#### YOUR TASK:
Copy out each line from the start of the material below until the line with "Convert the picture above", that line included.

### DATA EXCERPTS

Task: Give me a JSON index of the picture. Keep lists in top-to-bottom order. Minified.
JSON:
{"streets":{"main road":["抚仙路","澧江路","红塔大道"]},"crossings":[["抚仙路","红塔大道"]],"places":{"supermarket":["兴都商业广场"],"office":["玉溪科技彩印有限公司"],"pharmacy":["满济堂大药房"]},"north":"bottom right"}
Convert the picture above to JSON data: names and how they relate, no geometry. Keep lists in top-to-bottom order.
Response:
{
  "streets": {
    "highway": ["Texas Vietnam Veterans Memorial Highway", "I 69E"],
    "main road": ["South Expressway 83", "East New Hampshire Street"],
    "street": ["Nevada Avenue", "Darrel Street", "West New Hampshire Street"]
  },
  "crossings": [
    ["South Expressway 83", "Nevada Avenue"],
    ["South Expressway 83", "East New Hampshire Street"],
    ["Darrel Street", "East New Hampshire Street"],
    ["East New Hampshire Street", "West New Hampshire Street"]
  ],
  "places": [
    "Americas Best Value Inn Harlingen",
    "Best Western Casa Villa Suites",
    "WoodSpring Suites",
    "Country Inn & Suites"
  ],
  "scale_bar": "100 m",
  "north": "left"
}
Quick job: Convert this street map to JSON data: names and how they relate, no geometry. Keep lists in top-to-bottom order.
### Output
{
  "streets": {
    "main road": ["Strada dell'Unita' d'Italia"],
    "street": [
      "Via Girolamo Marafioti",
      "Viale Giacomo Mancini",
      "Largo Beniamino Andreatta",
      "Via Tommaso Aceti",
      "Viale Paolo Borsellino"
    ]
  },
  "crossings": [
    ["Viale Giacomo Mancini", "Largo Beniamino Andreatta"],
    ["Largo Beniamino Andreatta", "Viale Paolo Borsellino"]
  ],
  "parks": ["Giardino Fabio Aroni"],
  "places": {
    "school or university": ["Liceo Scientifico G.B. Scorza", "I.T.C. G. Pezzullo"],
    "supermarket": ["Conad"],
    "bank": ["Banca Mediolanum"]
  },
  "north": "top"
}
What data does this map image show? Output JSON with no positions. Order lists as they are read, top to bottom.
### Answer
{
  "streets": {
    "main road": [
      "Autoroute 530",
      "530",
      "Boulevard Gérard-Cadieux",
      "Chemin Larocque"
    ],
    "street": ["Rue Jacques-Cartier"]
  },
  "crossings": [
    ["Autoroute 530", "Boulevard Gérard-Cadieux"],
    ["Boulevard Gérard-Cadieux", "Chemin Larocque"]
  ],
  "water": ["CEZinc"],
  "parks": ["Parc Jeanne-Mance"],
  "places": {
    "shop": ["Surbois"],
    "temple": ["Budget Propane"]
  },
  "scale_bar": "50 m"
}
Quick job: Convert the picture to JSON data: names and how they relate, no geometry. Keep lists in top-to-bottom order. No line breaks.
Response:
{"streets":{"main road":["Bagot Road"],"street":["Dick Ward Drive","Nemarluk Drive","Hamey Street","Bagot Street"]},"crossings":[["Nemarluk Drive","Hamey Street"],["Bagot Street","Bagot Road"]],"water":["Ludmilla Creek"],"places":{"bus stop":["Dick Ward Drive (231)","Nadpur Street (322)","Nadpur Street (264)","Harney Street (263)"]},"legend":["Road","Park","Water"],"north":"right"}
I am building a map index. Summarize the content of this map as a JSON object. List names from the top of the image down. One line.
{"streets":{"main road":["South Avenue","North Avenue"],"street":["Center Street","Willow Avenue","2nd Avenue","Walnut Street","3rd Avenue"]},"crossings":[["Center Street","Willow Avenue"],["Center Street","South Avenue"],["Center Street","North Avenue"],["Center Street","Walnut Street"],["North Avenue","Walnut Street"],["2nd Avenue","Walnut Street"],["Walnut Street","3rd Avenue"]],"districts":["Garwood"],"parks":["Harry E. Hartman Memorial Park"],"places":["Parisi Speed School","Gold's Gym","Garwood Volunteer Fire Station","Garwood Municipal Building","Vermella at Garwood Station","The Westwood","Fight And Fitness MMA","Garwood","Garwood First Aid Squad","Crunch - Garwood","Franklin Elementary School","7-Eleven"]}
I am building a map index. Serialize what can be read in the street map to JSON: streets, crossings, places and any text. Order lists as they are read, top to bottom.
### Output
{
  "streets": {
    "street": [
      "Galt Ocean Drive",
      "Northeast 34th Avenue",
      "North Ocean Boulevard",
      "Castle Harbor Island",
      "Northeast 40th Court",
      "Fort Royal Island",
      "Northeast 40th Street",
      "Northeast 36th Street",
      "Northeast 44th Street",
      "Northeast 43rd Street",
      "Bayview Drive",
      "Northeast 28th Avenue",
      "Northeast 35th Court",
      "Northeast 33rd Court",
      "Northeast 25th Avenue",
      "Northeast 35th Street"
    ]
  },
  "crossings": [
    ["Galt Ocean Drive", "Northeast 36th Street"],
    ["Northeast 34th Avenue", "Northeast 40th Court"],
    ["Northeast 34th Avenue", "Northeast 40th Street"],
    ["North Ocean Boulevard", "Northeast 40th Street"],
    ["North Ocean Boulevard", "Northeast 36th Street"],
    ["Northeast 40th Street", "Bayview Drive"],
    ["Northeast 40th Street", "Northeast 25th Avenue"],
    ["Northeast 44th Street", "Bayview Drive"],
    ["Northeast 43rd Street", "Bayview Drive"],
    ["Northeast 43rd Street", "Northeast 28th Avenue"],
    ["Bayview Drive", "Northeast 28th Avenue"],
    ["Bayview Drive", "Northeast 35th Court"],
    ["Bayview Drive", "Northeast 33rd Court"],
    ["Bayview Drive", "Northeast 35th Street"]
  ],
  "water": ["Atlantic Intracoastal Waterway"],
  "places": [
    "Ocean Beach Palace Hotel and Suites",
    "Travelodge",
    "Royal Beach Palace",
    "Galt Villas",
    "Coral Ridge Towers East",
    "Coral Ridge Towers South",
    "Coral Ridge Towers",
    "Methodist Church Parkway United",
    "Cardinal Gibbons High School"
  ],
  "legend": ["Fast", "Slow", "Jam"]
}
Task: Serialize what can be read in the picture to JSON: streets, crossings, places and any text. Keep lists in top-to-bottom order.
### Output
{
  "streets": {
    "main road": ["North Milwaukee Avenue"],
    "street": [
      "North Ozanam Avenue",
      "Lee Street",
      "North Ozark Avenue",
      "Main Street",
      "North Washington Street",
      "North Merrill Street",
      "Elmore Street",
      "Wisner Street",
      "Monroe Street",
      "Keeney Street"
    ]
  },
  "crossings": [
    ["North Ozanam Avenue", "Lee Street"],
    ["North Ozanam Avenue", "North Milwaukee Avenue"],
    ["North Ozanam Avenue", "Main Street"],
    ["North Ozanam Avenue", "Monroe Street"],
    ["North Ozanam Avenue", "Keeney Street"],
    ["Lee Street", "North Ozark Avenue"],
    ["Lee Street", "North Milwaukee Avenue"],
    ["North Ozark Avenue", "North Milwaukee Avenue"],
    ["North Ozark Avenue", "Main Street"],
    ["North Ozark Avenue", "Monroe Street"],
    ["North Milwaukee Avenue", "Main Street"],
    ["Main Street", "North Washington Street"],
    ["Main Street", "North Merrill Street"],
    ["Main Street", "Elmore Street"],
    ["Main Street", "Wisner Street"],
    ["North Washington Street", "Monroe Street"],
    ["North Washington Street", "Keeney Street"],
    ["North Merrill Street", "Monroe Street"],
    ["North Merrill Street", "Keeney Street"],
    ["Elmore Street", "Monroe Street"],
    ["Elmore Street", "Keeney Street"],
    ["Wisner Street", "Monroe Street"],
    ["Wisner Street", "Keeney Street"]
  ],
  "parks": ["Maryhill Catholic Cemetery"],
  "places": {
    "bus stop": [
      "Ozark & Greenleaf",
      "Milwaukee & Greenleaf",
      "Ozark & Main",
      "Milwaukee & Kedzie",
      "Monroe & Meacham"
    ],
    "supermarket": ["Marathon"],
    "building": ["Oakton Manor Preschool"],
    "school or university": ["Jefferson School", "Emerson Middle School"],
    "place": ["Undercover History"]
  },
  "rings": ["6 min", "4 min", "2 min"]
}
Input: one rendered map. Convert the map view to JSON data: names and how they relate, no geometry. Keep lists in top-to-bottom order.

######

#### TASK ANSWER:
Task: Give me a JSON index of the picture. Keep lists in top-to-bottom order. Minified.
JSON:
{"streets":{"main road":["抚仙路","澧江路","红塔大道"]},"crossings":[["抚仙路","红塔大道"]],"places":{"supermarket":["兴都商业广场"],"office":["玉溪科技彩印有限公司"],"pharmacy":["满济堂大药房"]},"north":"bottom right"}
Convert the picture above to JSON data: names and how they relate, no geometry. Keep lists in top-to-bottom order.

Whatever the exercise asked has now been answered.